Czy dłuższe formy, które sprawdzają się w telewizji, są dla użytkowników YouTube’a do przyjęcia? – Pewnie próbuje tej formuły, którą najlepiej zna, z którą jest kojarzony. Stara się robić format dla siebie charakterystyczny. Ale może też ulec ewolucji, kiedy się zorientuje, czy jest oglądany, czy nie – uważa Doktorowicz.
– On jest oglądany, bo to Tomasz Lis, wszyscy są go ciekawi. Nawet perypetie osobiste, choroba, przyciągają ludzi. Chcą zobaczyć, czy daje sobie radę, czy wraca do życia zawodowego – mówi medioznawczyni. – Lis ma prawo sobie coś wymyślić, a jak się to nie sprawdzi, dokonywać zmian. Mamy ogromny strumień rozmaitych przekazów. Dotyczą nie tylko formy, ale także treści. Lis to też określona bańka odbiorców, którzy lubią jego poglądy, będą wchodzić i oglądać. To funkcjonowanie obywatelskie w rozumieniu Lisa – zaznacza Doktorowicz.

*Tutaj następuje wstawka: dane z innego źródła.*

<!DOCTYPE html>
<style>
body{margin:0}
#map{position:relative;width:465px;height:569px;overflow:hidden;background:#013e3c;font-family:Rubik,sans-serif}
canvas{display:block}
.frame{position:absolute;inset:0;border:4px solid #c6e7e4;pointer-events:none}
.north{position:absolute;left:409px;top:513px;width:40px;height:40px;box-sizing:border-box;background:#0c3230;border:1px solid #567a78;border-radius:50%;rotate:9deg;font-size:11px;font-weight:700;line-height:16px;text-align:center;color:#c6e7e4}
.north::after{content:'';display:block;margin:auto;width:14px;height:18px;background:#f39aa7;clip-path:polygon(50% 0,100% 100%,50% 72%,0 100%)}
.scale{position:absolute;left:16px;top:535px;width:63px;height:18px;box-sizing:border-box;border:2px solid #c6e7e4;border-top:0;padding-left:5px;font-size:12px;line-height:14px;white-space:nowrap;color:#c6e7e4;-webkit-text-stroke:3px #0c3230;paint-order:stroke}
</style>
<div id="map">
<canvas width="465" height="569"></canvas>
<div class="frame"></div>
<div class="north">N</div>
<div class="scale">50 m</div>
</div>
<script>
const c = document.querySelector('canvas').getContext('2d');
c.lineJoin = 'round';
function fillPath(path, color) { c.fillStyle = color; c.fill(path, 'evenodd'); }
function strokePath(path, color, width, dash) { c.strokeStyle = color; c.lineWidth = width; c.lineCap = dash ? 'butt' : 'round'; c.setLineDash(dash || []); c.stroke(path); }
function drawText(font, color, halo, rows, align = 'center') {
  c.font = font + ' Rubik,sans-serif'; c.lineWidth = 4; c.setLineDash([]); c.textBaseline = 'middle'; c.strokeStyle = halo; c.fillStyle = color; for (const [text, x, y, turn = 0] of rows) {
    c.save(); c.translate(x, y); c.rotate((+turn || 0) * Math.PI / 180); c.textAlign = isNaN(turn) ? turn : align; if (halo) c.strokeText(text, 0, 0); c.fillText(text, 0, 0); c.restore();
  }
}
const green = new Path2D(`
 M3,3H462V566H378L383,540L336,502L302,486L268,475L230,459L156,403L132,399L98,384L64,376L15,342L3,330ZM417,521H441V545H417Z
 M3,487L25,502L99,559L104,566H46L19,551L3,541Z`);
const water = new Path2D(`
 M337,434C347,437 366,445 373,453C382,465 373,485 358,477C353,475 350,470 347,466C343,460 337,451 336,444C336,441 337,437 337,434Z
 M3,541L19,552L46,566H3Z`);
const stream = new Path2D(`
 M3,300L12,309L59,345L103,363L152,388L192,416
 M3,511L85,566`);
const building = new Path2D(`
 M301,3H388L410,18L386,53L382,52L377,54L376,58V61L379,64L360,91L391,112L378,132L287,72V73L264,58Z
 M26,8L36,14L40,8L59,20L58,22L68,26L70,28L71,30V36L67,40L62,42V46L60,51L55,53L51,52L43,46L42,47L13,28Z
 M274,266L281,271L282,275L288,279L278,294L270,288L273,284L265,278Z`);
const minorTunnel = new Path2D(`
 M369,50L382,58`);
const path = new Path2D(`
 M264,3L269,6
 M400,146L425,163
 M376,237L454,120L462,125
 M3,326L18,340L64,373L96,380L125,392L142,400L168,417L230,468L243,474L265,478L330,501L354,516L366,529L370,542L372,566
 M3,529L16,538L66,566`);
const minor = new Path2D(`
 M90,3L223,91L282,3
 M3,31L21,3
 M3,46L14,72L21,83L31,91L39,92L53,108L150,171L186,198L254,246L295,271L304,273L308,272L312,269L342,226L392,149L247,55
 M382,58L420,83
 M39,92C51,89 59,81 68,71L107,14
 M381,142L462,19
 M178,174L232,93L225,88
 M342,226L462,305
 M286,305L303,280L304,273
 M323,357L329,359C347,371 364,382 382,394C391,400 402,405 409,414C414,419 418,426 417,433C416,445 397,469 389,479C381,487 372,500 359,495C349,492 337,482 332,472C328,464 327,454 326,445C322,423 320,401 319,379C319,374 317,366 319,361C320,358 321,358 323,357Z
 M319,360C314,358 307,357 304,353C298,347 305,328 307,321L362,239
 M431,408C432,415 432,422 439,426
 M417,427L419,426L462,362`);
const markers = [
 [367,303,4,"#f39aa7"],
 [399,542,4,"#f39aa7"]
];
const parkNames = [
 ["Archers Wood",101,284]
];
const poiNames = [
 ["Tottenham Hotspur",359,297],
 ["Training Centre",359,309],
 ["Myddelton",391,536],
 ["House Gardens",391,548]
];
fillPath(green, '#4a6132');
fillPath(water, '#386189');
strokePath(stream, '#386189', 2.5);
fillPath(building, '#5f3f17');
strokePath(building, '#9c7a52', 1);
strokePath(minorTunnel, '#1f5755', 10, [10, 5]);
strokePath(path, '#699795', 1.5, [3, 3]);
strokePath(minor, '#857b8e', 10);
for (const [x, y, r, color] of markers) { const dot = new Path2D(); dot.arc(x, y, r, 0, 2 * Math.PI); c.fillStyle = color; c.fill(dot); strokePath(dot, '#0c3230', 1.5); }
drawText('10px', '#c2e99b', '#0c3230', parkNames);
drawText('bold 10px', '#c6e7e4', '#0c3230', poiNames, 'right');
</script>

Czy jednak wyniki, jakie osiąga kanał, mogą napawać optymizmem? – Jest za wcześnie. To zależy od samego Lisa, ale też od rozwoju sytuacji politycznej. Jeśli on trafi w wydarzenia, jego przekazy będą szczególnie istotne czy bulwersujące, to też odegra rolę. Duży wpływ ma samo jego nazwisko, historia, background prezentowanych poglądów. Ale ocenić będzie można dopiero za kilka miesięcy – uważa Doktorowicz.
W swoim pierwszym wideo Tomasz Lis uzasadniał, dlaczego w ogóle rusza z kanałem. „Jest marzec w roku wyborczym, czeka nas wielka batalia o Sejm, o władzę i wielka szansa, może ostatnia, na powrót w Polsce normalności. Uznałem, że czas się zabierać do roboty i komentować. Sprawa jest zbyt poważna, by nie wyjść na boisko i nie zagrać o przyszłość Polski” – powiedział.
Odpowiadając na jedno z pytań wyjaśnił też, że – wbrew powtarzającym się pogłoskom – nie zamierza startować w wyborach i zacząć kariery jako polityk. Ale podkreślił, że nie zamierza także startować w ewentualnym konkursie na prezesa Telewizji Polskiej. „W październiku, listopadzie, jeśli opozycja wygra wybory, trzeba będzie zrobić porządek w TVP Info, bo to wyjątkowo makabryczny ściek” – podkreślił, a o swojej ewentualnej prezesurze powiedział: „Nie byłby to dobry pomysł z moim zdrowiem”.
Tomasz Lis niemal od roku poza „Newsweekiem”
Tomasz Lis w TVP zaczął pracę na początku lat 90., gdy szukano nowych osób do redakcji „Wiadomości”, które zastąpiły „Dziennik Telewizyjny”. Gdy kilka lat później uruchomiono TVN, stworzył i kierował redakcją „Faktów”. Później szefował „Wydarzeniom” w Polsacie. Miał swoje programy publicystyczne w telewizji. Przez dwa lata kierował tygodnikiem „Wprost”, a przez kolejne dziesięć był redaktorem naczelnym „Newsweeka”.
Stanowisko w „Newsweeku” stracił z dnia na dzień w maju ub.r. Decyzję o natychmiastowym zakończeniu współpracy przekazano w komunikacie zarządu Ringier Axel Springer Polska. Powodów nie ujawniono. Niedługo później na łamach Wirtualnej Polski ukazał się reportaż Szymona Jadczaka, w którym opisano, że Lis miał m.in. poniżać podwładnych.
W konsekwencji znany dziennikarz zniknął z audycji Jacka Żakowskiego w TOK FM. W wywiadzie w „Krytyce Politycznej” Lis polemizował z zarzutami, że źle traktował podwładnych w redakcji, ale przyznał, że jego metody zarządzania „były trochę retro, a może bardzo retro”, ponieważ był bardzo wymagający wobec siebie samego.